## What needs to be done
Look through the material and copy each line holding "import".

## Source material
★ ★ ★ ★ ★ ★ ★

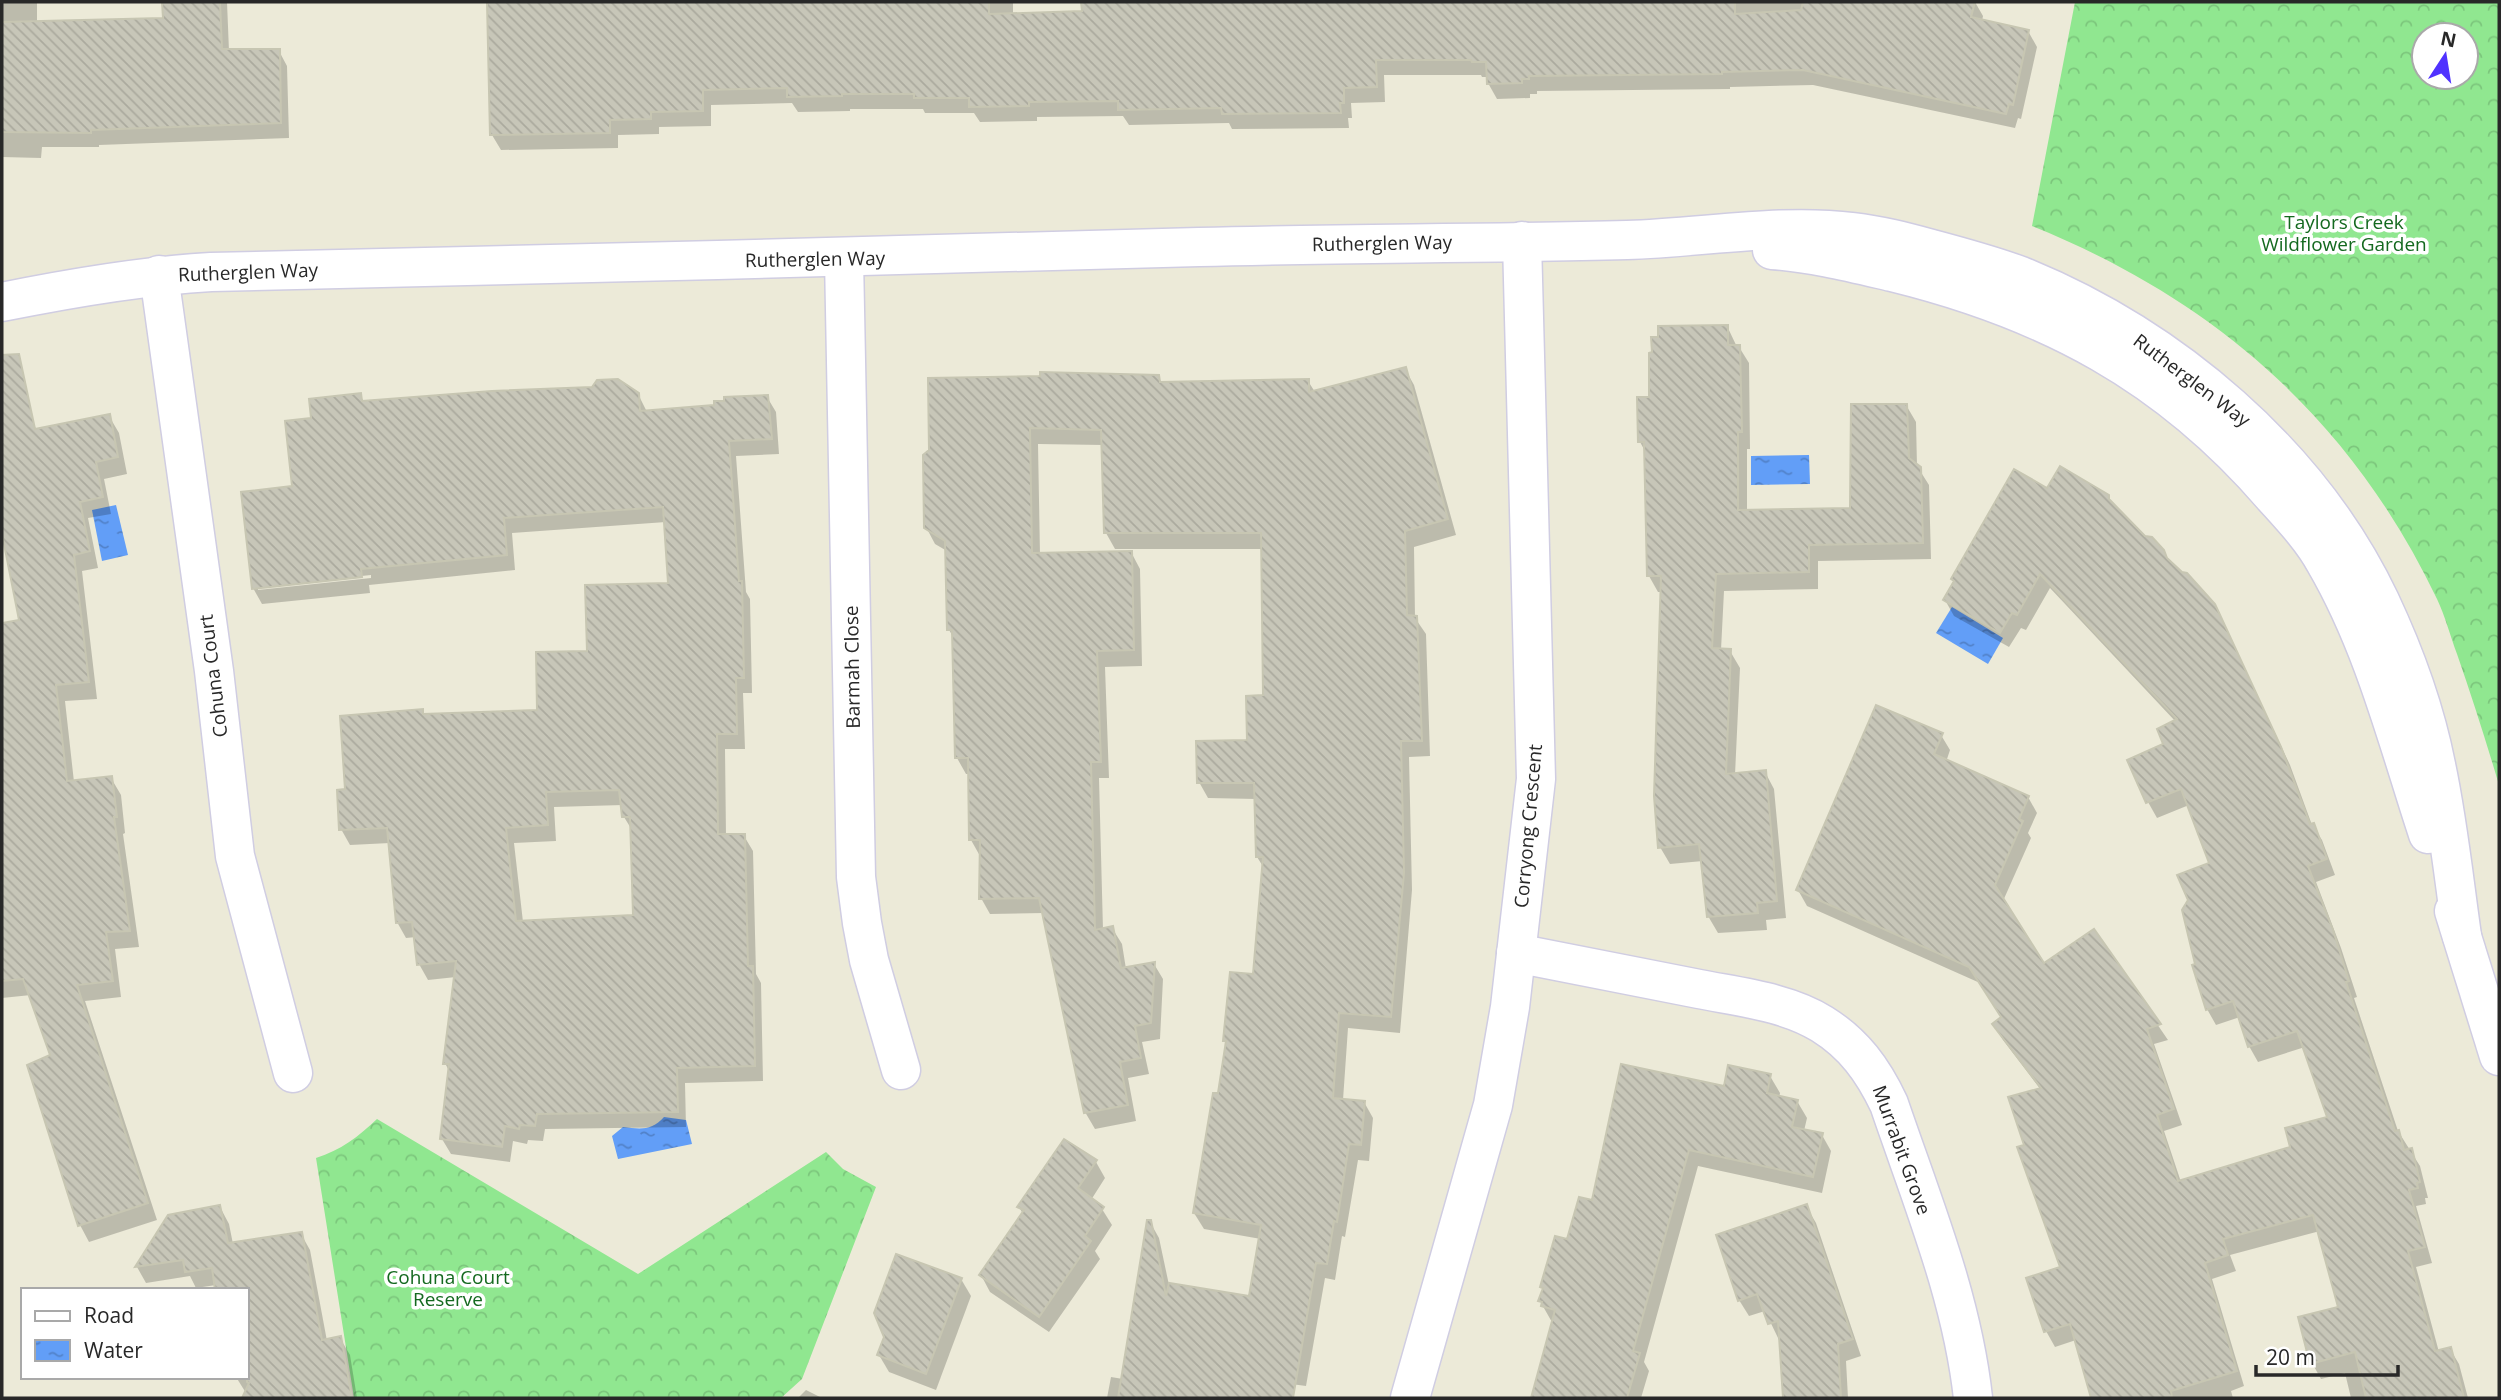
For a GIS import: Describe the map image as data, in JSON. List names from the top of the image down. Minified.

★ ★ ★ ★ ★ ★ ★

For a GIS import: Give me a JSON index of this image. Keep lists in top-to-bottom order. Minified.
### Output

★ ★ ★ ★ ★ ★ ★

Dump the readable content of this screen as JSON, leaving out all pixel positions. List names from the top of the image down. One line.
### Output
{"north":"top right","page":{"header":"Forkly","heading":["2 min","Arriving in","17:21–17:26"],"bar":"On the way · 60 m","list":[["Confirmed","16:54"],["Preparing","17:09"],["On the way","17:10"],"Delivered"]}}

★ ★ ★ ★ ★ ★ ★

## Solution for this task
For a GIS import: Describe the map image as data, in JSON. List names from the top of the image down. Minified.
For a GIS import: Give me a JSON index of this image. Keep lists in top-to-bottom order. Minified.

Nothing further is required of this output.